A história é contada de forma única, coerente e incrivelmente artística, digna de um bom livro de ficção – e aí é que está a grande virada: o livro não conta ficção alguma. As descrições ali escritas foram resultado de entrevistas com sobreviventes da bomba atômica. Nada de fechar o livro, com horror, e pensar “Isso não existe” (como freqüentemente ocorria durante minha leitura das obras de Stephen King, o rei do pânico literário). As pessoas que John Hersey entrevistou e transformou em personagens são reais. Passaram pelas provações contadas no livro. As casas da redondeza realmente ardiam em chamas ao mesmo tempo em que “gotas do tamanho de uma bola de gude”, provenientes de uma mistura condensada de poeira, calor e fragmentos de fissão, caíam do céu, como o jornalista descreve. Com o virar das páginas, minhas sobrancelhas franziam ao ler a descrição de uma cena particularmente chocante. Depois de um ano de relatos científicos e biológicos sobre a explosão, a forma tocante e extremamente humana com que Hersey escreveu as 31.347 palavras que compõem sua reportagem certamente fez os americanos repensarem suas próprias estratégias de guerra.

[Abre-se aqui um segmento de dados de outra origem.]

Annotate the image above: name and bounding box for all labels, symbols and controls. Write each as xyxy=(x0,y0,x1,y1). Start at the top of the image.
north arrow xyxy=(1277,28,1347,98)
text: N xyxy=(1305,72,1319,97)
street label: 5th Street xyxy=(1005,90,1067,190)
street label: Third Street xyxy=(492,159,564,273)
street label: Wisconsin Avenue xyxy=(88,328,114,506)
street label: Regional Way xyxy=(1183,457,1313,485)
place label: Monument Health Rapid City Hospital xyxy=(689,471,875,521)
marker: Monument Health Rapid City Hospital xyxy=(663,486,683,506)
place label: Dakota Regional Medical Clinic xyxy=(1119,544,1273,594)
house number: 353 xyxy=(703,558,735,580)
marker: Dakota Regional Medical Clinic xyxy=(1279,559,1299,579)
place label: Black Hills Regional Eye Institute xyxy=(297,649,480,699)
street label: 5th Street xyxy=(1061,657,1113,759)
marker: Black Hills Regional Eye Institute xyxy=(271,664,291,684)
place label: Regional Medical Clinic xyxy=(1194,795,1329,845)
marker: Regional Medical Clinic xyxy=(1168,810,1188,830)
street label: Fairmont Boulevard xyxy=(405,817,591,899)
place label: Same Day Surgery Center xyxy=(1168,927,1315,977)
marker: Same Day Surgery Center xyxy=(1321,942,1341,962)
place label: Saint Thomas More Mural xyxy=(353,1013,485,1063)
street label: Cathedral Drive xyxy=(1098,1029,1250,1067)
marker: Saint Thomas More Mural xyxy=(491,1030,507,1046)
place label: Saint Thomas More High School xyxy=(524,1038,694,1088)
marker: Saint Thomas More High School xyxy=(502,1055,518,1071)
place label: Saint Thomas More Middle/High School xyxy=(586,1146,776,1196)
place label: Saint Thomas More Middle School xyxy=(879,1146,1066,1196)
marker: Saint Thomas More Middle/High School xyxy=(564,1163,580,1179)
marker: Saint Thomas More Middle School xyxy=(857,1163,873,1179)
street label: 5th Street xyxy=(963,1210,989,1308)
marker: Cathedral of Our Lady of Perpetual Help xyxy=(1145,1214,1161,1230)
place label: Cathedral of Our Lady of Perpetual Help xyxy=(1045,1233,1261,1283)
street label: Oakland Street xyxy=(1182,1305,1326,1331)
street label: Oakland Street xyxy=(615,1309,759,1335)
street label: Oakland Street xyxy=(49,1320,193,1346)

Disponível nas livrarias e em sites para compra, é uma leitura que realmente vale a pena. Não só especificamente para jornalistas ou estudantes do curso, por se tratar de um exemplo de reportagem, mas para qualquer pessoa que acredite no lado humano de todas as situações e que se perceba olhando para o horizonte com olhos úmidos, se perguntando, de tempos em tempos, por que decisões tão destruidoras ainda são tomadas, se tanto corrompem a alma da humanidade.
1 Response
  1. Dennis Mag Says:

    Oi Raquel...estou de passagem pelo seu blog e deparei com este seu ensaio sobre esta obra..fiquei curioso, se era esse o objetivo, você já alcançou. Sem contar que você foi sucinta ao usar o tão conhecido dinamismo que já faz parte do seu estilo de escrever. Sucesso.